The euro may lose 20 percent or more against the dollar and fall below ¥100 as concern over Europe’s debt crisis mounts, according to Eisuke Sakakibara, the former Finance Ministry official known as “Mr. Yen.”
European finance ministers have agreed on a rescue fund backed by 440 billion euro ($524 billion) in an effort to halt the spread of the credit woes afflicting Greece. That accord followed the announcement on May 2 of aid for Greece.
“They’ve infused a substantial amount of money, but whether Greece will be able to comply with the conditions is still in doubt,” Sakakibara, a professor at Aoyama Gakuin University in Tokyo, said in an interview Tuesday. “The market doesn’t believe it.”
The euro has declined nearly 17 percent against the dollar this year after the sovereign debt crisis that originated in Greece prompted concerns about contagion effects in nations including Portugal, Spain and Hungary.
The common currency rose in Asia trading Tuesday after Federal Reserve Chairman Ben S. Bernanke said the U.S. economy was recovering at a “moderate” pace, helping to revive risk sentiment.
Sakakibara, 69, said the euro will likely resume the move lower because investors aren’t convinced that Europe’s debt crisis has been resolved. More than half of the investors and analysts surveyed by Bloomberg in a quarterly poll taken last week said the European Union offers the worst investment opportunities.
“The euro will probably head toward parity, and the euro-yen rate will hit 100 within the next couple of months,” Sakakibara said. How far the euro will tumble below a 1-to-1 level against the dollar is the question, he said.
The euro debuted at $1.17 in January 1999, troughed at 83 cents in October 2000 and peaked at $1.60 in July 2008. Economists at BNP Paribas SA and Capital Economics Ltd. are among those predicting it will return to parity with the dollar.
Sakakibara said European officials will likely accept a further decline in the euro of as much as 20 percent because a cheaper currency would support exporters.

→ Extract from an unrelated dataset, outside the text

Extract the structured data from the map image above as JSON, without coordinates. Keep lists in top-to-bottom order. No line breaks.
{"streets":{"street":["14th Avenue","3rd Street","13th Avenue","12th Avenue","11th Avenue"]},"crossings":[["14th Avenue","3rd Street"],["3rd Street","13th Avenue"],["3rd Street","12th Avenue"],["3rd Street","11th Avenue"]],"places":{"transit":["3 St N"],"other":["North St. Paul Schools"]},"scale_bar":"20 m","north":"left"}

“When it breaks parity, that’s a different story,” he said, adding that Japan won’t attempt to prevent its currency from rising versus the euro. “There’s no way we could intervene.”
Sakakibara became known as Mr. Yen during his 1997-1999 Finance Ministry stint for his efforts to influence the yen rate via verbal and actual intervention in the currency markets.
While former Federal Reserve Chairman Paul Volcker said last month that Europe’s widening debt crisis may cause the 16-nation currency to dissolve, European Central Bank President Jean-Claude Trichet said May 31 the euro is keeping its value in a “remarkable fashion.”